One more thing: don’t overlook annuals in your first season. Marigolds, nasturtiums, sweet peas — they’re cheap, fast, and if they don’t work, you’ve lost almost nothing. They’re a good way to learn what a spot can actually grow before you commit to more expensive perennials.

Small spaces and pots: different rules apply

A row of small potted herb seedlings on a narrow windowsill inside a UK home

Growing in containers changes what’s possible and what isn’t. A plant that would need a 90cm bed to spread can live happily in a pot if you pick a compact variety. But the rules of containers are their own thing.

The biggest one: pots dry out fast, especially terracotta ones in a sunny spot. A plant that would survive occasional neglect in open soil can die in a pot in two hot days. You need to check them more often than you’d think, especially from May through August.
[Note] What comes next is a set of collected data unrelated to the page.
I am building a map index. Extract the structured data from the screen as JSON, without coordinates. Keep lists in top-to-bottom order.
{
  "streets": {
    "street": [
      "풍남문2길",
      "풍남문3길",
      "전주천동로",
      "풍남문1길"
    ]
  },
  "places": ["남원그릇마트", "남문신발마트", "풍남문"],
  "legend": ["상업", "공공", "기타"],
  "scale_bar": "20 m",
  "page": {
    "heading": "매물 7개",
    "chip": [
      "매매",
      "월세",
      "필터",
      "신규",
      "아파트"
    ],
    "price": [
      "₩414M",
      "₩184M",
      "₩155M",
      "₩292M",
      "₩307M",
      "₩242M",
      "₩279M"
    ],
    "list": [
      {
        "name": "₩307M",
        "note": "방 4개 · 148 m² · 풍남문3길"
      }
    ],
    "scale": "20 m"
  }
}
Compost matters more in a pot too, because the plant has nowhere else to go for nutrients. Peat-free multipurpose compost is a decent starting point for most things; you can find peat-free multipurpose compost on Amazon if you want to compare options without a trip to the garden centre.

Small spaces aren’t a dead end. Containers, vertical growing and tower gardens turn a balcony or patio into a real garden. If you’re short on floor space, going upwards is worth thinking about — I went into more detail on how that works in my piece on the benefits of tower gardening.

A note on the UK growing calendar

UK timing is its own thing, and advice copied from a warmer country will catch you out.

One thing that tripped me up early: advice that isn’t written for the UK. Frost dates, when to plant out, what “spring” means — all of this varies significantly between, say, Yorkshire and the Home Counties, let alone between the UK and the US.

The RHS website is where I go for UK-specific timing. Most seed packets also include sowing and planting-out windows on the back, which are written for UK conditions. Trust those over general advice from gardening blogs that don’t specify their location.

If you’re buying plants as seedlings from a garden centre, ask when it’s safe to put them outside for your area. Any decent garden centre will tell you. The rough UK rule for frost-tender plants is not before late May in most of England, later in Scotland.

Once you’ve picked your plants

I’d rather tell you what worked and what flopped in my own pots than pretend everything thrives. The most important thing after planting is just to watch what happens. If something looks unhappy, it’s usually light or water. Check both before assuming the plant is a lost cause.

Once you’re happy with what you’re growing and want to start from scratch next season, starting seeds indoors is a satisfying next step — and far cheaper than buying seedlings every year. But it’s a step, not a starting point. Get a season’s growing under your belt first.